Moi, Fatty se veut l’autobiographie romancée de la vie mouvementée de Roscoe « Fatty » Arbuckle, première vedette hollywoodienne de cinéma muet, premier acteur à gagner un million de dollars par an, l’inventeur même du gag de la tarte à la crème (y’a de ces choses que l’on croyait avoir toujours existé…). D’un père violent et d’une mère pieuse, Roscoe est accusé d’avoir détruit la féminité de sa mère « en voyant le jour au Kansas avec son gros cul par-devant ». Sa taille imposante sera sujet de railleries tout au long de sa vie, et ce surnom qu’il déteste (qui prendra même place du vrai nom dans les génériques) ne fera que lui rappeler sans cesse son père et ses violences.
Ami de Chaplin et surtout de Buster Keaton, qu’il a découvert, Arbuckle travaille sans arrêt et on lui voue une admiration sans bornes des deux côtés de l’Atlantique. Pas mal pour un enfant abandonné qui débuta dans les vaudevilles à l’âge de huit ans. Mais la bouteille le fait trébucher plus souvent qu’à son tour, et l’héroïne, qu’on lui prescrit après une piqûre d’araignée, devient son principal port d’attache. Il réussira à se défaire de son addiction (pour un temps), mais un sort bien pire l’attend. Lors d’une fête qu’il organise dans un hôtel de San Francisco, la jeune actrice Virginia Rappe trouve la mort et Arbuckle est accusé à tort. S’en suivra un tollé médiatique jamais vu (cette affaire entraîna les journalistes à devenir ces taches de paparazzis), trois procès, et une carrière (et une vie) brisée. À l’issue du troisième procès, le jury décrète que l’acquitement n’est pas assez et présente ses excuses à l’accusé, une première dans l’histoire de la justice américaine. Trop tard, Arbuckle est ruiné, moralement et monétairement et Hollywood (qu’il a bien failli, par ricochet, entraîner dans sa chute) lui ferme ses portes. Allez donc refaire votre vie après avoir été perçu des années durant comme la pire expression du vice et de la perversion que ce pays n’aie jamais connu…

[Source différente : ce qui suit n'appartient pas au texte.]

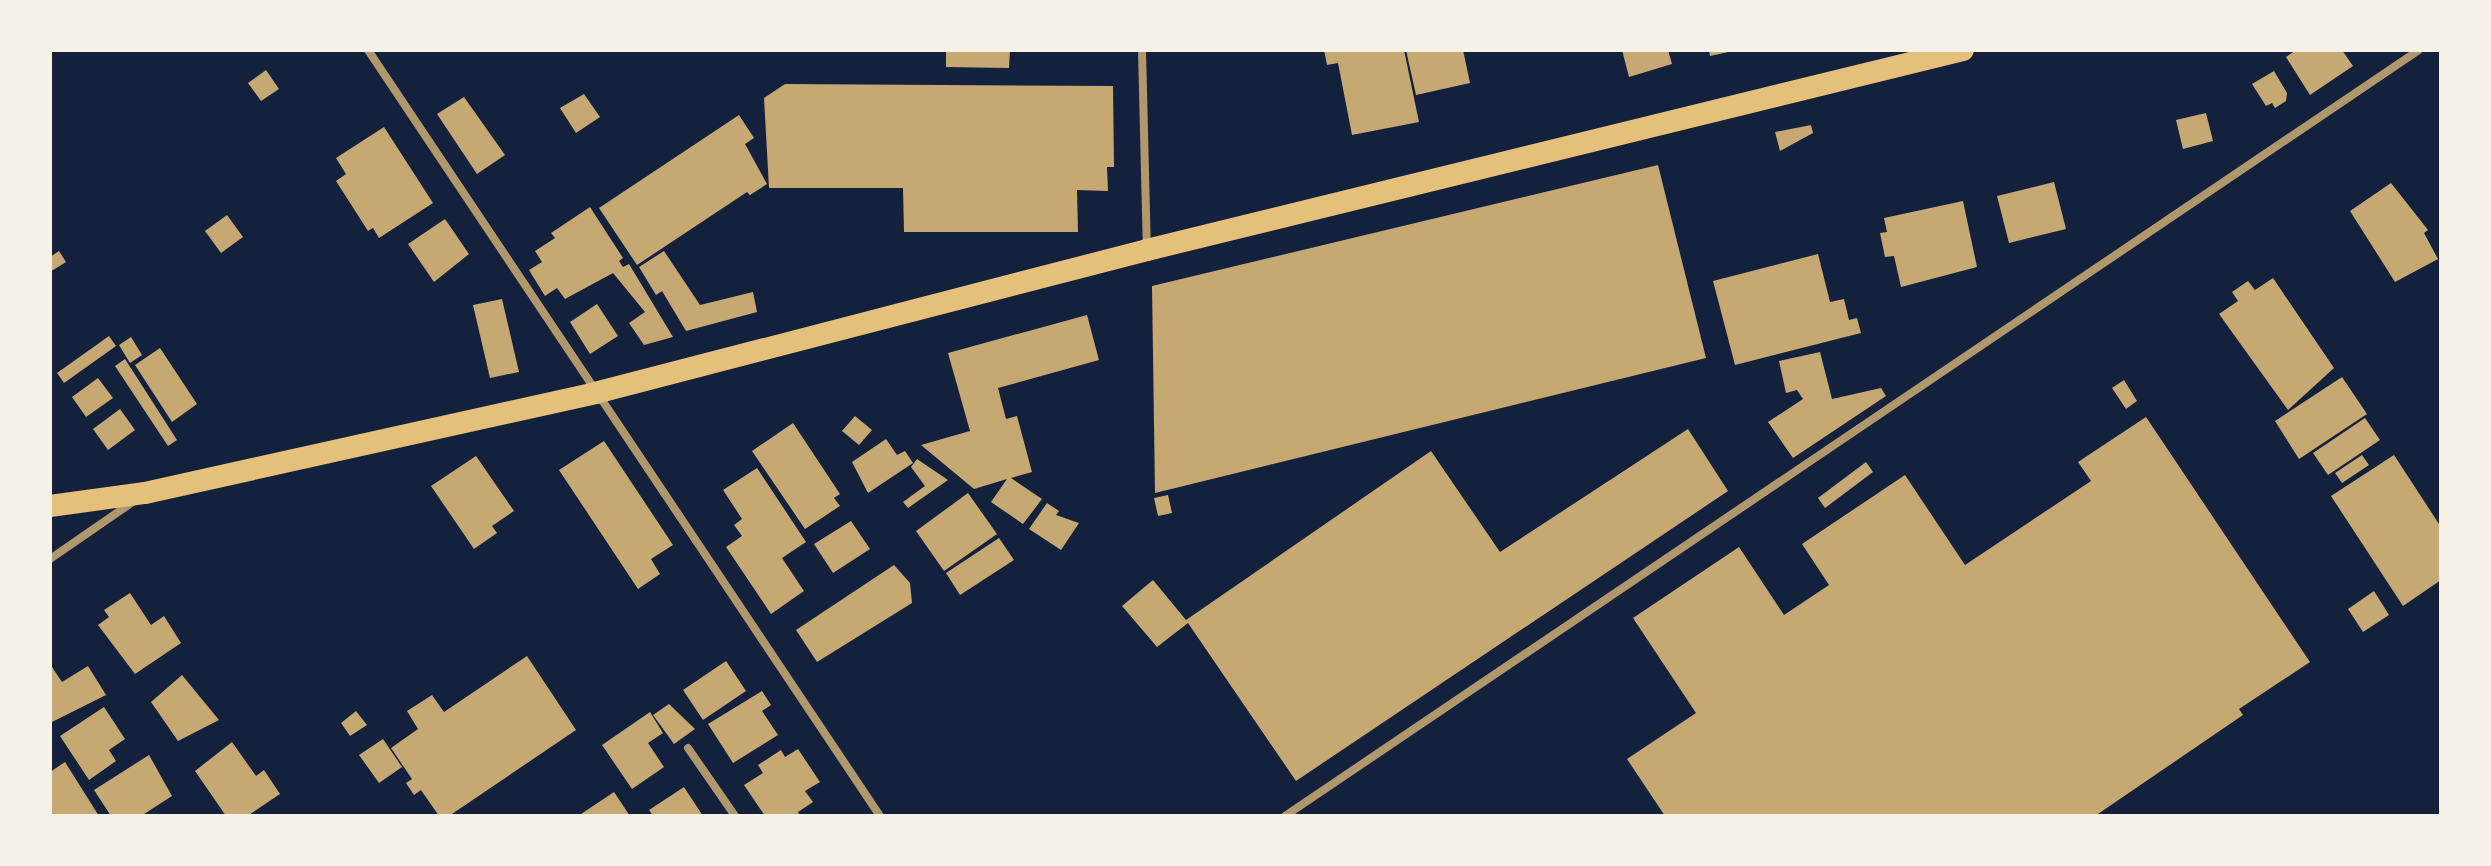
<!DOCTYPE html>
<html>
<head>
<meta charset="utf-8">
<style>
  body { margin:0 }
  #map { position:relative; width:2491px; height:866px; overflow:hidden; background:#14213d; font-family:"Fira Sans Condensed",sans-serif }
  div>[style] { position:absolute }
  .building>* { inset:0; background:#c6a872 }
  .minor>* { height:8px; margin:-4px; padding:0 4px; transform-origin:4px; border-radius:4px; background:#b1986c }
  .trunk>* { height:22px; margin:-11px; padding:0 11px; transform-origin:11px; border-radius:11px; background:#e5c07b }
  span { translate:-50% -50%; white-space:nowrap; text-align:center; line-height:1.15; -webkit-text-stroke:8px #f6f1e7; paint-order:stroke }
  .frame { position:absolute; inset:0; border:52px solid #f6f1e7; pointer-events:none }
</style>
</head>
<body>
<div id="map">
  <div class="building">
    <div style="clip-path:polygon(946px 50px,1010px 50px,1009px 68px,946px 67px)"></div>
    <div style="clip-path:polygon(1324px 50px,1404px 50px,1419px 122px,1352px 135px,1338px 63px,1327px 65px)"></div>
    <div style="clip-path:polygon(1406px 50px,1463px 50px,1470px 83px,1416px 95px)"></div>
    <div style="clip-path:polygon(1622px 50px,1668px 50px,1672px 64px,1629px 77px)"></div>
    <div style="clip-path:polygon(1709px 50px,1732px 50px,1733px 51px,1710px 56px)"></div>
    <div style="clip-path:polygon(2296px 50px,2342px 50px,2353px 66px,2310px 95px,2286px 57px)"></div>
    <div style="clip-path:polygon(266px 70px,279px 89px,261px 101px,248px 83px)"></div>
    <div style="clip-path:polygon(2274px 71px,2287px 93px,2286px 101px,2275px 108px,2272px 103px,2266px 106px,2252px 84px)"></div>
    <div style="clip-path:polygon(785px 84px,1113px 86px,1114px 167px,1107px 167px,1108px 191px,1077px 190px,1078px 232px,904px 232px,903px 188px,769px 188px,764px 98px)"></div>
    <div style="clip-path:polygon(584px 94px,600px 117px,576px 133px,560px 108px)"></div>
    <div style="clip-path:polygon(464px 97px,505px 155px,477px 174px,437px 114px)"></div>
    <div style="clip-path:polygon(2206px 113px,2213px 141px,2183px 149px,2176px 120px)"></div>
    <div style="clip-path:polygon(739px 115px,754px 138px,745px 144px,767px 184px,750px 195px,747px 192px,637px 265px,599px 208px)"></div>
    <div style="clip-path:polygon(1811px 125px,1813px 133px,1780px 151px,1775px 132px)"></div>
    <div style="clip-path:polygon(384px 127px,433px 203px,379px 238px,373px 228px,368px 231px,336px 181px,346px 174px,336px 158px)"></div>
    <div style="clip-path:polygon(1658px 165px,1706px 358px,1155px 493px,1152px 286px)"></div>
    <div style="clip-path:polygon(2054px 182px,2066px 229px,2009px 243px,1997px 196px)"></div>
    <div style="clip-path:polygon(2391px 183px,2428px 230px,2424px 233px,2438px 259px,2395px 282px,2350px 211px)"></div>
    <div style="clip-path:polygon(1963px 201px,1977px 267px,1901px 287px,1894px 256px,1885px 257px,1880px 233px,1887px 232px,1884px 218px)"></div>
    <div style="clip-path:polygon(590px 207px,623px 258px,619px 261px,623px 267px,629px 264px,673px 337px,644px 345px,629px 323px,645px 312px,613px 273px,565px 299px,557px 288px,545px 296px,529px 270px,542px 262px,535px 251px,555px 238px,551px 233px)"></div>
    <div style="clip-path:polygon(227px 215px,243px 237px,221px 253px,205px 231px)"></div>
    <div style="clip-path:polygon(445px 219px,469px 254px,434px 282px,408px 244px)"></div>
    <div style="clip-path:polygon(59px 251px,66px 262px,50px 272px,50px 257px)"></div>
    <div style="clip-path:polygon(664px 251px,700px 305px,753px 292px,757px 312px,686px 331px,662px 291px,656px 295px,639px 267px)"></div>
    <div style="clip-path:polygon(1818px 254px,1830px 302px,1844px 299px,1849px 320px,1857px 318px,1861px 333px,1735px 365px,1713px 281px)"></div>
    <div style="clip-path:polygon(2273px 278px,2334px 368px,2288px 410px,2219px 314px,2238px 301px,2232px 292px,2248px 281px,2255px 290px)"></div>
    <div style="clip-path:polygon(502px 299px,519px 372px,490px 378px,473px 305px)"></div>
    <div style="clip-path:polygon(597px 304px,618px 336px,590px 354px,570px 322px)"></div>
    <div style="clip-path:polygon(1087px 315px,1099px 360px,998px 388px,1006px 419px,1017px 416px,1032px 472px,1011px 478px,1042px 499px,1023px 524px,991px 502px,1007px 479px,974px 489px,921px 445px,970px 431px,948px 353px)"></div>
    <div style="clip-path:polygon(109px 336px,116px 346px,64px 383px,57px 373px)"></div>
    <div style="clip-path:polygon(131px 337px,142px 355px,130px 363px,119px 345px)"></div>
    <div style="clip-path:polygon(160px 348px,197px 404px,172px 422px,135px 365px)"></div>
    <div style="clip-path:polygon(1820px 352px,1832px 399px,1881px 388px,1886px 396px,1793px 458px,1768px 422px,1803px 399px,1797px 390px,1786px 393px,1779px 361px)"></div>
    <div style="clip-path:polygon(125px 359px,177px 440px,168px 446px,115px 366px)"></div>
    <div style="clip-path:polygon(2342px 377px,2367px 414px,2299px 459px,2275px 421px)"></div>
    <div style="clip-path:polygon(98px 378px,113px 398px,86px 417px,72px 397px)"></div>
    <div style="clip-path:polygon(2124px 380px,2137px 401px,2126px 409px,2112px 388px)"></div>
    <div style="clip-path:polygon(120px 409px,135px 430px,108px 450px,93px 429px)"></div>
    <div style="clip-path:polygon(855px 416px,872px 430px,859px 445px,842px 431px)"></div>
    <div style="clip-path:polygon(2146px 417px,2310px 662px,2239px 709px,2243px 715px,2095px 816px,1665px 816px,1627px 759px,1696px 713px,1633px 618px,1739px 547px,1784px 615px,1829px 585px,1802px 544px,1905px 475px,1965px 565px,2091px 481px,2078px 462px)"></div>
    <div style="clip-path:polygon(2365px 418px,2380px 440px,2328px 475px,2313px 453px)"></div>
    <div style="clip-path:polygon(793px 423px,840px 494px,834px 498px,840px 506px,805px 529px,752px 451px)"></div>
    <div style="clip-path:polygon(1688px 429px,1728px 491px,1296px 781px,1188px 623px,1157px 647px,1122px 606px,1153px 580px,1186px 620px,1431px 451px,1500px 552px)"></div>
    <div style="clip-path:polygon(886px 439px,897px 455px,905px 451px,913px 463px,868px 493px,852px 462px)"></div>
    <div style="clip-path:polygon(604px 441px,673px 545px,651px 559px,660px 574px,638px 589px,559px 470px)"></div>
    <div style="clip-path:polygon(2362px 455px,2369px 465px,2342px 483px,2335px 473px)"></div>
    <div style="clip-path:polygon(2394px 455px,2441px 527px,2441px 580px,2403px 606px,2331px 496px)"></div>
    <div style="clip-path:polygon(476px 456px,514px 511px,492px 526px,497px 533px,474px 549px,431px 486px)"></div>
    <div style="clip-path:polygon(917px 459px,948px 480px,908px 508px,903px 502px,925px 486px,911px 467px)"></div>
    <div style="clip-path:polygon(1866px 462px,1873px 472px,1825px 508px,1818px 498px)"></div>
    <div style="clip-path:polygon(757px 468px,806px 542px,782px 558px,804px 591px,771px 614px,726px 547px,742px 536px,734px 525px,742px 519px,723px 490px)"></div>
    <div style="clip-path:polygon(968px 493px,997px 534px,944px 571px,916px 531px)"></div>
    <div style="clip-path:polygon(1168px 495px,1172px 513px,1158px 516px,1154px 498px)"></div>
    <div style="clip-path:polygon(1047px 503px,1059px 511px,1056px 515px,1079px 523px,1061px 550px,1029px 529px)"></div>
    <div style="clip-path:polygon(851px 521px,870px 549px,833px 573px,814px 544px)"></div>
    <div style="clip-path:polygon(999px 538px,1014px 560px,960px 595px,946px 573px)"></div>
    <div style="clip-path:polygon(894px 565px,910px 583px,912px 603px,817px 662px,796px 630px)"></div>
    <div style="clip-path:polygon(2374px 591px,2389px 615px,2363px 632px,2348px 609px)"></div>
    <div style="clip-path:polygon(130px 593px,151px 625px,164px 616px,181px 643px,135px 674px,98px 625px,109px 617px,104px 610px)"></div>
    <div style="clip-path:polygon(527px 656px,576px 730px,449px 816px,439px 816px,421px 790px,414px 795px,406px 783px,412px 779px,391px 748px,418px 729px,407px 711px,432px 695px,444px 712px)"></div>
    <div style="clip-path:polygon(726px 661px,746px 691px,703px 720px,683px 690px)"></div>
    <div style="clip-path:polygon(50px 664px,62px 682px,88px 666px,106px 695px,50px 723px)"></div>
    <div style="clip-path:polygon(182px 675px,219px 720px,178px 741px,151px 702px)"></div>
    <div style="clip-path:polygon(762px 691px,771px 705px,762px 711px,778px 735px,733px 763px,708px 724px)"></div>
    <div style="clip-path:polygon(669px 704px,695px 729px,674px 744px,653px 715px)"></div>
    <div style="clip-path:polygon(104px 707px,125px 739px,109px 750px,116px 761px,89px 780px,60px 736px)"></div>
    <div style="clip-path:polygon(356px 711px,367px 725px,350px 736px,341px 723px)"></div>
    <div style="clip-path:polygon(650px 712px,663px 733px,648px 743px,664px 767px,632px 789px,602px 745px)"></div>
    <div style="clip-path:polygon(383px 739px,402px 767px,379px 783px,359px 755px)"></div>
    <div style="clip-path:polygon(232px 742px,256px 776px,264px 770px,280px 794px,249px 815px,226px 816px,195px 771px)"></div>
    <div style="clip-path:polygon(798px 749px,820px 782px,805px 791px,813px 802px,798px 812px,800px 816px,765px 816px,744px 785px,763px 773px,758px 765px,781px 750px,785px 757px)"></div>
    <div style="clip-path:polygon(149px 755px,172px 796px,141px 816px,111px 816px,94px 790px)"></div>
    <div style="clip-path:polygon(65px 762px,99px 816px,50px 816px,50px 772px)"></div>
    <div style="clip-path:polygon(684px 787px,703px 816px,653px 816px,649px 810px)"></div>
    <div style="clip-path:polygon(614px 792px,630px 816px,578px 816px)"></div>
  </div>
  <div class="minor">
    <div style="left:368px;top:50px;width:921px;rotate:56.24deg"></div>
    <div style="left:1142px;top:50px;width:199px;rotate:88.6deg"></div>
    <div style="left:50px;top:559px;width:102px;rotate:-34.6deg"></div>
    <div style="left:688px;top:748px;width:83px;rotate:55.3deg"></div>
    <div style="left:1285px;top:816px;width:1368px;rotate:-34.04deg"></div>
  </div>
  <div class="trunk">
    <div style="left:50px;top:506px;width:96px;rotate:-7.8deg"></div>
    <div style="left:145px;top:493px;width:461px;rotate:-12.5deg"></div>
    <div style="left:595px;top:393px;width:570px;rotate:-14.52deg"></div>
    <div style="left:1147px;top:250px;width:840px;rotate:-13.77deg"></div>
  </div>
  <div class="frame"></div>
</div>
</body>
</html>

Moi, Fatty, est digne des plus crasses romans noirs qui ont pu brosser ce portrait peu valorisant du sud des États-Unis. L’histoire nous est contée par la voix d’Arbuckle lui-même, en courts chapitres. Stahl raconte dans son introduction que ces récits lui étaient soutirés par son valet japonais resté avec lui, même après que ses procès l’aient laissé sans le sous. Le valet ne lui donnait sa ration d’héroïne qu’à la suite d’une partie de son histoire. Quant à savoir comment ce manuscrit atterrit entre ses mains, il s’agit-là, dit Stahl, d’ « une saga exigeant un second volume », et pour ce qui est de l’authenticité du document, « la question reste ouverte là aussi, le jury délibère encore ».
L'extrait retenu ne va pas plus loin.